Exit mechanism for banks under PCA crucial, says Sanjeev Sanyal
The Reserve Bank of India's PCA framework, which intends to nurse financially weak banks back to health, restricts lending and expansion of lenders.
Principal economic advisor Sanjeev Sanyal Monday said the country cannot have 'Hotel California' approach towards banks under the prompt corrective action (PCA) framework, where the exit mechanism for these lenders is undefined.
The Reserve Bank of India's PCA framework, which intends to nurse financially weak banks back to health, restricts lending and expansion of lenders.
Out of the 21 state-owned banks, 11 are under the PCA framework at present.

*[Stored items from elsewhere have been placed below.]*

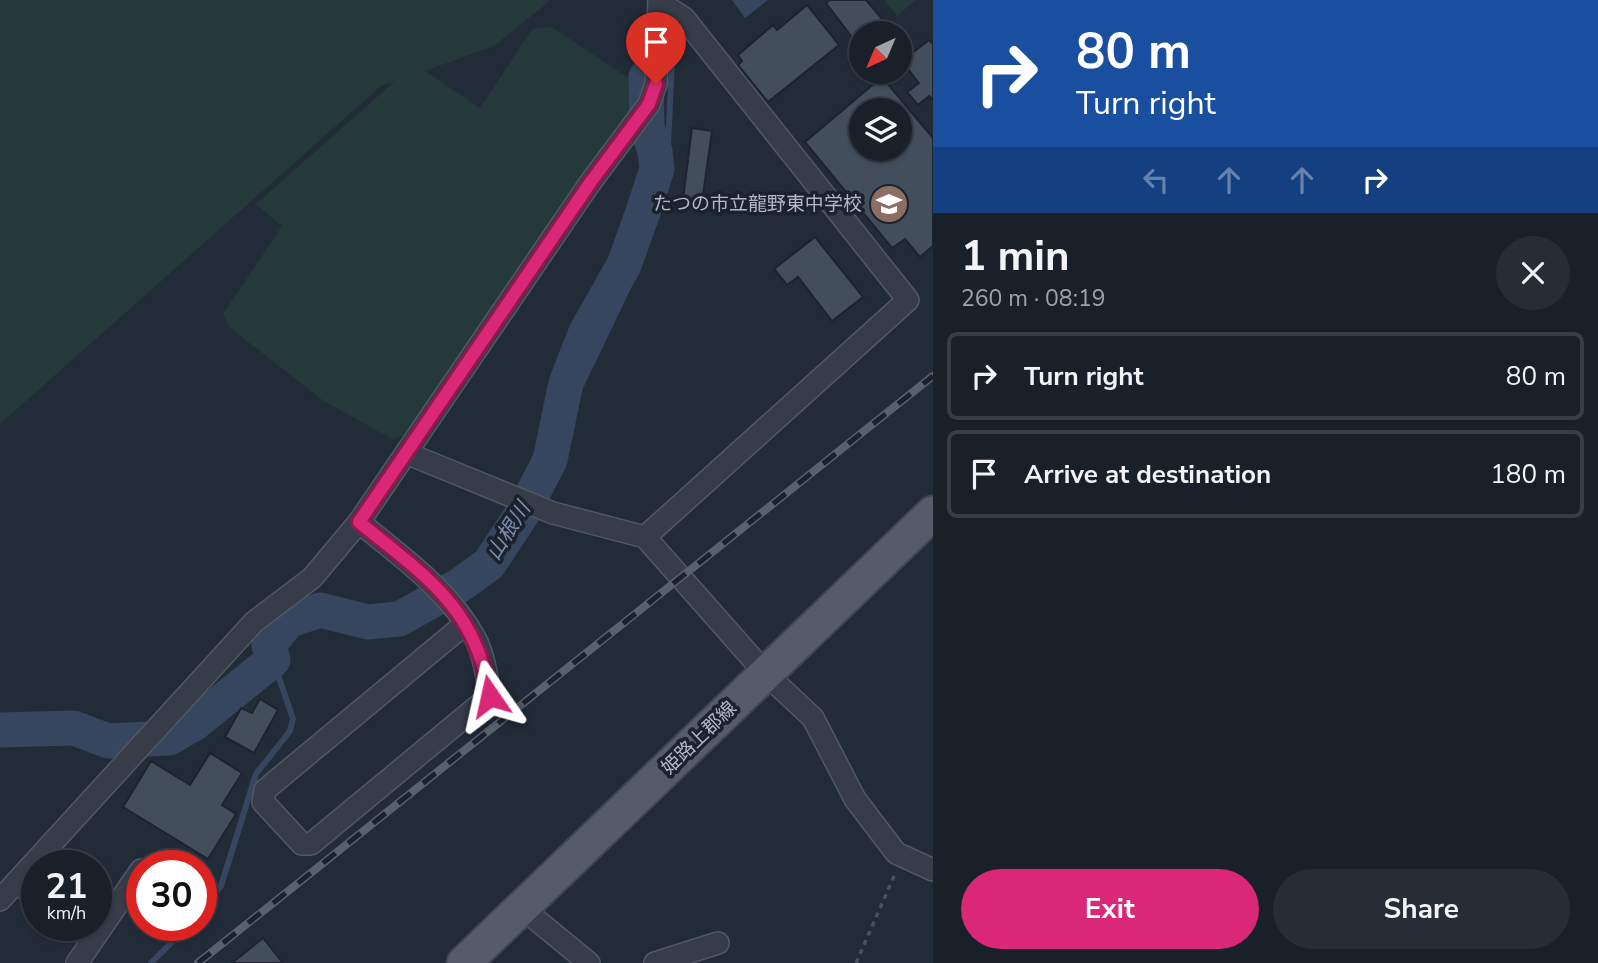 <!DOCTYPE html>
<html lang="en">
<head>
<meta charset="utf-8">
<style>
	:root { --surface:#1a202a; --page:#272d36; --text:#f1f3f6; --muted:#9fa3a8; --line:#383e47; --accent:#db2777 }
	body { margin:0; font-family:"Nunito Sans","Noto Sans JP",sans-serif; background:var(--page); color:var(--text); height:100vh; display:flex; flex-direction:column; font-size:26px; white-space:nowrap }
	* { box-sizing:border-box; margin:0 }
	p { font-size:23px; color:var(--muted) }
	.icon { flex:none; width:38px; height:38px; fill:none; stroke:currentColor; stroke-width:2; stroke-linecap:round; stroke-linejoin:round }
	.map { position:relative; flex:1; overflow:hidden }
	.panel { display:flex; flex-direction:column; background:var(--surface); width:665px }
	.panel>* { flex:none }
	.top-card { background:#1a4fa0; color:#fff; overflow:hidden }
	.needle { width:46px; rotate:224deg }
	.buttons { position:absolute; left:849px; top:21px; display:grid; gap:14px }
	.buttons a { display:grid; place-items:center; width:63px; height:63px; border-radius:50%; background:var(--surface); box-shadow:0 2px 5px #0004,0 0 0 2px var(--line); font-size:35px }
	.speed { position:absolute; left:21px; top:850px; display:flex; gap:14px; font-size:35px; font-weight:700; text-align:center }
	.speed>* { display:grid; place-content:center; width:91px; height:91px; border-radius:50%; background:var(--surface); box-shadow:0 2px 5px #0004,0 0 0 2px var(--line); line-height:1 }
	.speed small { font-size:18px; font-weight:400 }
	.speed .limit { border:10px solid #d22; background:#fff; color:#111 }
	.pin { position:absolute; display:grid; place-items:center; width:60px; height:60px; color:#fff; margin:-72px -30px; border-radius:50% 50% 50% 0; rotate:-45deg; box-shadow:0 0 7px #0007 }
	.pin .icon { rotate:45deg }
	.me { position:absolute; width:77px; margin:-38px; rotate:349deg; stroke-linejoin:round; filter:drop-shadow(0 0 5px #0008) }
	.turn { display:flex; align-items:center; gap:24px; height:147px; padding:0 28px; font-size:32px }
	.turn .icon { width:91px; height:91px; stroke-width:2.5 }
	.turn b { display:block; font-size:49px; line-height:60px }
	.lanes { display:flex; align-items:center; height:66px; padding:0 28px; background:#0003; justify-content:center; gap:35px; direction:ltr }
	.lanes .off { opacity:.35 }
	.round { display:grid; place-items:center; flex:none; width:74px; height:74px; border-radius:37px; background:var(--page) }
	.head { display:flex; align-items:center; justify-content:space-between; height:119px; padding:0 28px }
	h1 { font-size:42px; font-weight:700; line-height:52px }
	.cta { display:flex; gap:14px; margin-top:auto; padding:14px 28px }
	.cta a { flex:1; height:80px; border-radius:42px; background:var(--accent); color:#fff; font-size:28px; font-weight:700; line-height:80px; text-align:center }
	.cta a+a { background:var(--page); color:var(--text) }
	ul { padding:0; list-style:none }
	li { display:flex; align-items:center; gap:21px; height:88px; margin:0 14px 10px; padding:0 14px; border:4px solid var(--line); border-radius:10px }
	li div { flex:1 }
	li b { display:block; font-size:26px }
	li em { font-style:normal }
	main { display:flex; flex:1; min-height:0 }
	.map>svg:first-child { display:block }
	.green { fill:#25383a }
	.water { fill:#36465f }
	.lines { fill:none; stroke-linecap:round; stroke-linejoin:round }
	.stream { stroke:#36465f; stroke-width:6 }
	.river { stroke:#36465f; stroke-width:35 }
	.building { fill:#434e5d; stroke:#1d2430; stroke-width:2; fill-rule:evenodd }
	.minor-casing { stroke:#515864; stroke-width:24 }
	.primary-casing { stroke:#3f4652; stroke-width:37 }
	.path { stroke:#425457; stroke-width:3.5; stroke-dasharray:5 5; stroke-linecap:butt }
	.minor { stroke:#363d49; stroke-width:21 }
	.primary { stroke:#545c69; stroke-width:33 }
	.rail-casing { stroke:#586170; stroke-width:8 }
	.rail { stroke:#1b222d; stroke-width:5; stroke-dasharray:16; stroke-linecap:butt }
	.route-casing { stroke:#8e194d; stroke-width:18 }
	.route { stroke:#db2777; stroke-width:12 }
	.labels { text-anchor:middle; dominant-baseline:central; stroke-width:7; stroke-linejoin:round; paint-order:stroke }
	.poi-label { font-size:19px; fill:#b1b8c5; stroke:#1b222d; text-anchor:end }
	.street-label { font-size:19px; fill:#b1b8c5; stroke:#1b222d }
	.water-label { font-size:21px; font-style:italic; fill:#7a8eac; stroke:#1b222d }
</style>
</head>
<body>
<main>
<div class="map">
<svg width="933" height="963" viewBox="0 0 933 963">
	<rect width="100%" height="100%" fill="#222b38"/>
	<!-- green -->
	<g class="green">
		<polygon points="0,0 551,0 494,46 425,71 480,108 532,29 552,27 640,86 631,97 634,111 403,436 392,439 322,400 229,327 223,314 282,226 256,204 395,81 381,86 0,424"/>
		<polygon points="884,0 916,0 897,16"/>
	</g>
	<!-- water -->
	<polygon class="water" points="732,0 768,0 745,18"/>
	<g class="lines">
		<!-- stream -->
		<g class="stream">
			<polyline points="560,415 573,402 625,294 666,187 674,19"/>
			<polyline points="201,910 221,886 256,774 290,731 293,719 273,660"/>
			<polyline points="151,963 188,926"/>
		</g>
		<!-- river -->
		<polyline class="river" points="0,730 74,728 108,741 169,738 195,723 273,660 269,645 288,621 320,610 368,622 399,619 460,585 489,564 522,514 550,460 566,383 586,332 624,265 643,212 657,169 655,151 647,128 646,77"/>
	</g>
	<!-- building -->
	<g class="building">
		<polygon points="830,0 866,0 894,33 861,33 861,49 826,3"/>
		<polygon points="807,5 839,45 768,102 738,65 742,61 738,55 773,25 777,30"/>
		<polygon points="900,40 911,54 929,40 933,44 933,100 929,96 918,105 907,92 919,83 902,62"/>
		<path d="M882 77 933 138V246L920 257 905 239 892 248 805 142ZM861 110H900V149H861Z"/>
		<polygon points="692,128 712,131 702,202 683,199"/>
		<polygon points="815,237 863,297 832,321 798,277 787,285 774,269"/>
		<polygon points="260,699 278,710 254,753 225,737 241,708 252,713"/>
		<polygon points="210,753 242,773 222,805 236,814 208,859 123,807 151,761 190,785"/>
		<polygon points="263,938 283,963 232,963"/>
	</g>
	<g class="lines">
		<defs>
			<g id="minor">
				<polyline points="406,453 553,513 645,537 766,674 813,718 855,799 896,853 933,870"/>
				<path d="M359 522C401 557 448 589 475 638 484 655 487 677 490 696L311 844H302L263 802 265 790 465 624"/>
				<polyline points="645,537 908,300 684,18 659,2"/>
				<polyline points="16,883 37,896"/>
				<polyline points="0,900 254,622 312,578 359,522 590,183 649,104 656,84 659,0"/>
				<polyline points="522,908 589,963"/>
				<polyline points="77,963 141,870"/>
				<polyline points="655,963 718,943"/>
			</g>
			<polyline id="primary" points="464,963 933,513"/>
		</defs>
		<!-- minor casing -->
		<use href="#minor" class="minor-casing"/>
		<!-- primary casing -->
		<use href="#primary" class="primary-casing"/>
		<!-- path -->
		<polyline class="path" points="856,963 895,874"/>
		<!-- minor -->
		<use href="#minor" class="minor"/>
		<!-- primary -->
		<use href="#primary" class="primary"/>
		<defs>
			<polyline id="rail" points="198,963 933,376"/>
		</defs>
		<!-- rail casing -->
		<use href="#rail" class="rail-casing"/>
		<!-- rail -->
		<use href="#rail" class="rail"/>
	</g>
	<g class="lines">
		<defs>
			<path id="route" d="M490 696C476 607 425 576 359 522L590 183 649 104 656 84"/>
		</defs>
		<!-- route casing -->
		<use href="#route" class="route-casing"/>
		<!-- route -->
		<use href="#route" class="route"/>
	</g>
	<!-- icons -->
	<defs>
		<symbol id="school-disc" viewBox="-11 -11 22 22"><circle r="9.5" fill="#8d6e63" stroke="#1b222d"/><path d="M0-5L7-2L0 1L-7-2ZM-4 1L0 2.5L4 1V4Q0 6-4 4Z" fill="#fff"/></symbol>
	</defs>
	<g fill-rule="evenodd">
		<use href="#school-disc" x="867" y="182" width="44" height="44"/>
	</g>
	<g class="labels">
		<!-- poi labels -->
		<g class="poi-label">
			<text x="862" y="204">たつの市立龍野東中学校</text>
		</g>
		<!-- street labels -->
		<g class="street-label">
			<text transform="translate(699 738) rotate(-44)">姫路上郡線</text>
		</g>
		<!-- water labels -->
		<g class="water-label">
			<text transform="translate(508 531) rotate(-58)">山根川</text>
		</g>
	</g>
</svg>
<div class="buttons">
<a><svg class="needle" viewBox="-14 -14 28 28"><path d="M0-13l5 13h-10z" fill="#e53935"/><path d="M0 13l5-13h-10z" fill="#9fa3a8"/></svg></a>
<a><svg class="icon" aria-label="layers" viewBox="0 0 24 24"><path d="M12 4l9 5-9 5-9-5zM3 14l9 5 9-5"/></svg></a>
</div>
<div class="speed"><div>21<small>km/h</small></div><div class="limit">30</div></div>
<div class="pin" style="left:656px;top:84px;background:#d93025"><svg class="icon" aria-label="arrive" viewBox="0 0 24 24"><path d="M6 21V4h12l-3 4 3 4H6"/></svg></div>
<svg class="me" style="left:490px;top:696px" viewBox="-20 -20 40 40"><path d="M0-17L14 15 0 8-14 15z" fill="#db2777" stroke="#fff" stroke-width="4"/></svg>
</div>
<section class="panel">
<div class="top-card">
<div class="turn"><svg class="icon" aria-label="right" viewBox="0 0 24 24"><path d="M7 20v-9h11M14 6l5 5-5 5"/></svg><div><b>80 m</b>Turn right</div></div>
<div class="lanes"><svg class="icon off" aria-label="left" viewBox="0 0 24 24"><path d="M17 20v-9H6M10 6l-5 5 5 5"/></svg><svg class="icon off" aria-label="ahead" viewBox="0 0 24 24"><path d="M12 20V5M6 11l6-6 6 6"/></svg><svg class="icon off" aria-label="ahead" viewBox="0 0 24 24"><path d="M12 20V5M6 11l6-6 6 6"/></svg><svg class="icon" aria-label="right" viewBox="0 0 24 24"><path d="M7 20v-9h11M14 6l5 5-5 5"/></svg></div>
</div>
<div class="head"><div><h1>1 min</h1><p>260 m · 08:19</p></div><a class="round"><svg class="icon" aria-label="close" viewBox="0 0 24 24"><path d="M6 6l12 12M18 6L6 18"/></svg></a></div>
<ul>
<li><svg class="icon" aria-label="right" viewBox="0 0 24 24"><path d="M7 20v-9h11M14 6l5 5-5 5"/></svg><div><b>Turn right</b></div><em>80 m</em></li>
<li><svg class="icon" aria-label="arrive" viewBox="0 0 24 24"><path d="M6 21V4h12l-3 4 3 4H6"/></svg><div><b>Arrive at destination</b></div><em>180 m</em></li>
</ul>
<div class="cta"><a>Exit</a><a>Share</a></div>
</section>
</main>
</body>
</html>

"We cannot have a 'Hotel California' approach to PCA banks that you can check out anytime but you cannot leave. We have to have a plan on how these institutions will come out of PCA," Sanyal said referring to the Hotel California song by America's famous band Eagles.
The song talks about a person who reaches mystical Hotel California, from where the person is able to check out but unable to exit.
Speaking at the third annual event of Foreign Exchange Dealers' Association of India (Fedai) here, he said the ultimate aim should be to make sure that credit flow reaches the bottom of the system.
"Because there is no point in having this highly capitalised central bank and highly capitalised banking system, none of which supports the financial requirements lower ring of economy," he added.
The banks currently under the PCA framework are Allahabad Bank, United Bank of India, Corporation Bank, IDBI Bank, UCO Bank, Bank of India, Central Bank of India, Indian Overseas Bank, Oriental Bank of Commerce, Dena Bank and Bank of Maharashtra.